*Task goal*.
Nothing but the lines from the first line of the records below to the line holding "-66px;filter:drop-shadow(0 2px 4px" belongs in the answer, copied exactly and without pictures.

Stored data
################
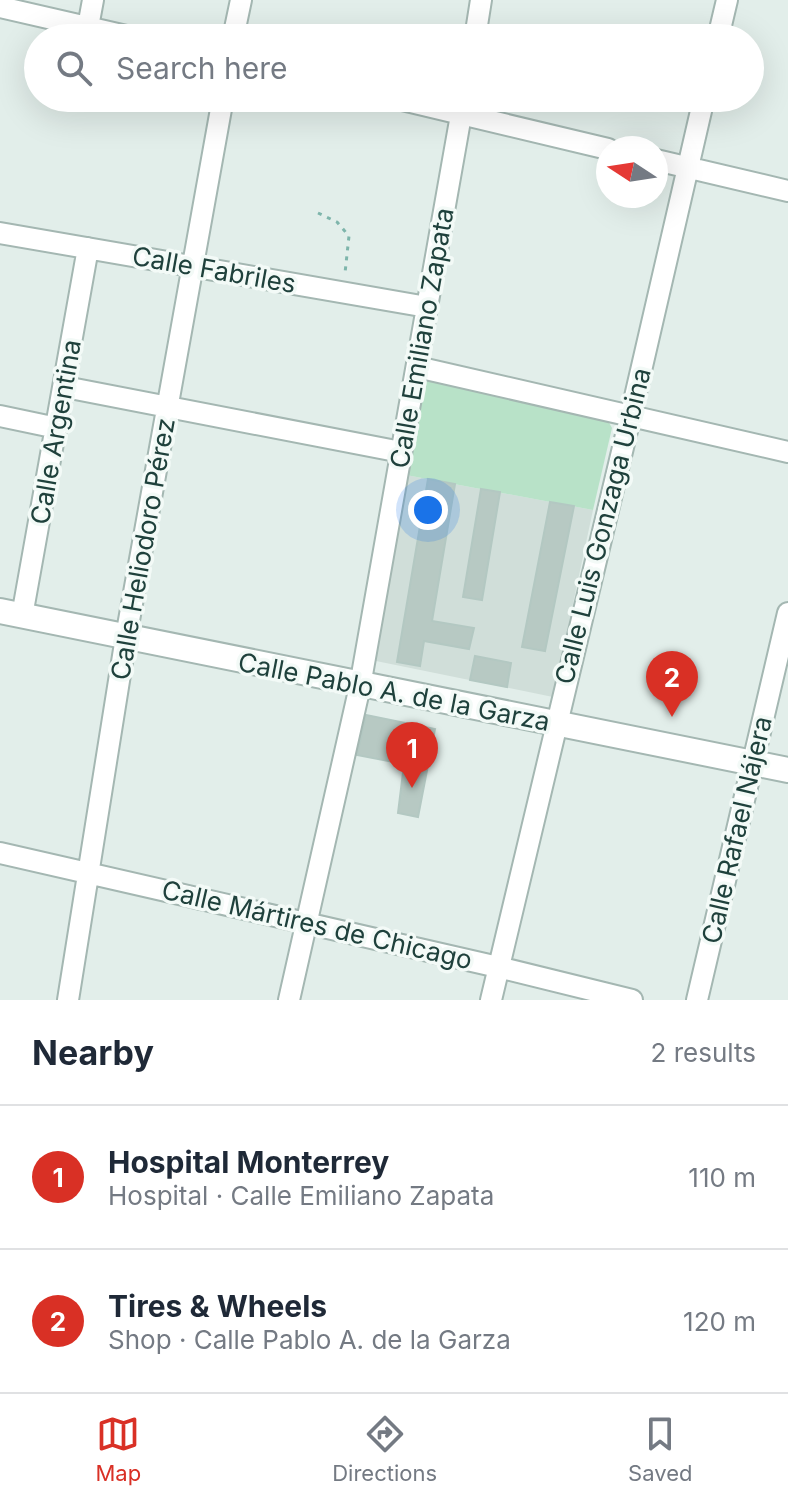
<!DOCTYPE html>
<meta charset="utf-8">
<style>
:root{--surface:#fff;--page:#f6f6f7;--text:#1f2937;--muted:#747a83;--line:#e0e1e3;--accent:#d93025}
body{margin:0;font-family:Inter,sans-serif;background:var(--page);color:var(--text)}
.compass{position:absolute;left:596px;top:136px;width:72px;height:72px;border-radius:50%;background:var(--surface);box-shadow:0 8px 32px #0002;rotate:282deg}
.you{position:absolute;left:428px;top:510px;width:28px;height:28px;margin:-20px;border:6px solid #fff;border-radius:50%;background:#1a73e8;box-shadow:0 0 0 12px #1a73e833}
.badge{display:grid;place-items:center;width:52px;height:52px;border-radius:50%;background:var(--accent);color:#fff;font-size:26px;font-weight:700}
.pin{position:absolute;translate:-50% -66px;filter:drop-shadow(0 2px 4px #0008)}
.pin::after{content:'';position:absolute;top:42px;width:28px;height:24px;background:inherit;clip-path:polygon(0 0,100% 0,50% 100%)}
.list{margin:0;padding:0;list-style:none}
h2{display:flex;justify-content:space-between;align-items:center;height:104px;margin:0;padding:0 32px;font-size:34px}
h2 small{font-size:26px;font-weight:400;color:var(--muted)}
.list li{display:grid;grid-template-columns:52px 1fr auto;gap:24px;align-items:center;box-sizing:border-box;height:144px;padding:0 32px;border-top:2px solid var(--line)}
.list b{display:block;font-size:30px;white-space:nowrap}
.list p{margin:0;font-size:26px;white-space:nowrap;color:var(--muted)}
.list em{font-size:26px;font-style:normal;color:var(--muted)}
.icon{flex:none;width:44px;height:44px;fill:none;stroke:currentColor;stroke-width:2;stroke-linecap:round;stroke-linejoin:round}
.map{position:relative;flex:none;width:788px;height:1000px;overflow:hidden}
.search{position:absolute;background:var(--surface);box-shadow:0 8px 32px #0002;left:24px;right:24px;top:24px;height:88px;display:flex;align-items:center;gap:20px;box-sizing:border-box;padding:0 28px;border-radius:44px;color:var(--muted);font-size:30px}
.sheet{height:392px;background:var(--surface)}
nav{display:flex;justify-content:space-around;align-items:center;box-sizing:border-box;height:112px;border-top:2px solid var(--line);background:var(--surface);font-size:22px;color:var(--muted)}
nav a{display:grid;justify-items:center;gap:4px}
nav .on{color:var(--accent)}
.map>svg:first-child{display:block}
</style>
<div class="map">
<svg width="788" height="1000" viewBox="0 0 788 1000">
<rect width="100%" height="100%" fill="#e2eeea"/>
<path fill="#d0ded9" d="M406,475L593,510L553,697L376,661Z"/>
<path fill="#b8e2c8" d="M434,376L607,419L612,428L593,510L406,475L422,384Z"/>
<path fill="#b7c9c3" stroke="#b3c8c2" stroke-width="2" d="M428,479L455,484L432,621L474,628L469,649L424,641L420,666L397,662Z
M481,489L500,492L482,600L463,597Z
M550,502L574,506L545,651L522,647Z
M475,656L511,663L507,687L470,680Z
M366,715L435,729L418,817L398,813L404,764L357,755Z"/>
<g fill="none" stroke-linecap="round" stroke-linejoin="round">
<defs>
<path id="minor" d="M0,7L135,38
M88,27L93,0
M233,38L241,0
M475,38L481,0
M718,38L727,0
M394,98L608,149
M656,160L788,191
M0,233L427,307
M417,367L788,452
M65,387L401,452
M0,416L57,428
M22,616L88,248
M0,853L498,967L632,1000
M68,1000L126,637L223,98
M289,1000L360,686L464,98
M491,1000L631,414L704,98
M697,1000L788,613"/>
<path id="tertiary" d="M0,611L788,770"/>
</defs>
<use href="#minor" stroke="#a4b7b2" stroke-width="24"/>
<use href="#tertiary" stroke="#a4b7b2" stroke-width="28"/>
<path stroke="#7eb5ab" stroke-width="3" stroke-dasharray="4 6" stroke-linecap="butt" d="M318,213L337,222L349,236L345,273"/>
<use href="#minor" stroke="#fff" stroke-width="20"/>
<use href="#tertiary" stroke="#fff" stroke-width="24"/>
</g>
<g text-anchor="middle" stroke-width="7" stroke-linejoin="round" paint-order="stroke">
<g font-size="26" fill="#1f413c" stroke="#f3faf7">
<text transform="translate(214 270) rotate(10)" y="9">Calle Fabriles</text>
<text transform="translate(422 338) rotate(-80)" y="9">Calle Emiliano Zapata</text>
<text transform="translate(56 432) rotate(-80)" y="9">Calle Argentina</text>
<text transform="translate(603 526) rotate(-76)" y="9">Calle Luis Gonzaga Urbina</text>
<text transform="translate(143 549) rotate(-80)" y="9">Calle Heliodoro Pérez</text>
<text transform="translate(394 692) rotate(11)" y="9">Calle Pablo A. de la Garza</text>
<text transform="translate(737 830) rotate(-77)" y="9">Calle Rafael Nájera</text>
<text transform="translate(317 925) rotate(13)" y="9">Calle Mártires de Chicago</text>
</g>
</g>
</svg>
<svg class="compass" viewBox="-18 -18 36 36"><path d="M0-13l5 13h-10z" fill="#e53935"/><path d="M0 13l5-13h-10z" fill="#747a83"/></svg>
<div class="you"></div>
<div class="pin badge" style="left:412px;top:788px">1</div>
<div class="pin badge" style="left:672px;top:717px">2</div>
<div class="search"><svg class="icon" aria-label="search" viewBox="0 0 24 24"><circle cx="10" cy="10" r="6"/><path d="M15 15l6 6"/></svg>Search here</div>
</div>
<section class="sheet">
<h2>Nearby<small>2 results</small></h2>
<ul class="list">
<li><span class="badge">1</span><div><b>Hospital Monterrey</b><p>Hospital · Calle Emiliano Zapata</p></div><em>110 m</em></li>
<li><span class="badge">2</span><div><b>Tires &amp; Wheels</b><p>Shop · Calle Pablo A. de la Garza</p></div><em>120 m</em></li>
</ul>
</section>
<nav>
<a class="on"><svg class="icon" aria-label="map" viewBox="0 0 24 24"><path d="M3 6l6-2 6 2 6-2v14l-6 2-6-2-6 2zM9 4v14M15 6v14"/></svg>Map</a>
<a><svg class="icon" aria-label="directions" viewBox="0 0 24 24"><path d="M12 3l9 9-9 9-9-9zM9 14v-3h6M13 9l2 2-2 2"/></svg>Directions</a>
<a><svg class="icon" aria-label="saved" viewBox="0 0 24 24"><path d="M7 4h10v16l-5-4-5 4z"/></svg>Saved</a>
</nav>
################
*Exercise output*.
<!DOCTYPE html>
<meta charset="utf-8">
<style>
:root{--surface:#fff;--page:#f6f6f7;--text:#1f2937;--muted:#747a83;--line:#e0e1e3;--accent:#d93025}
body{margin:0;font-family:Inter,sans-serif;background:var(--page);color:var(--text)}
.compass{position:absolute;left:596px;top:136px;width:72px;height:72px;border-radius:50%;background:var(--surface);box-shadow:0 8px 32px #0002;rotate:282deg}
.you{position:absolute;left:428px;top:510px;width:28px;height:28px;margin:-20px;border:6px solid #fff;border-radius:50%;background:#1a73e8;box-shadow:0 0 0 12px #1a73e833}
.badge{display:grid;place-items:center;width:52px;height:52px;border-radius:50%;background:var(--accent);color:#fff;font-size:26px;font-weight:700}
.pin{position:absolute;translate:-50% -66px;filter:drop-shadow(0 2px 4px #0008)}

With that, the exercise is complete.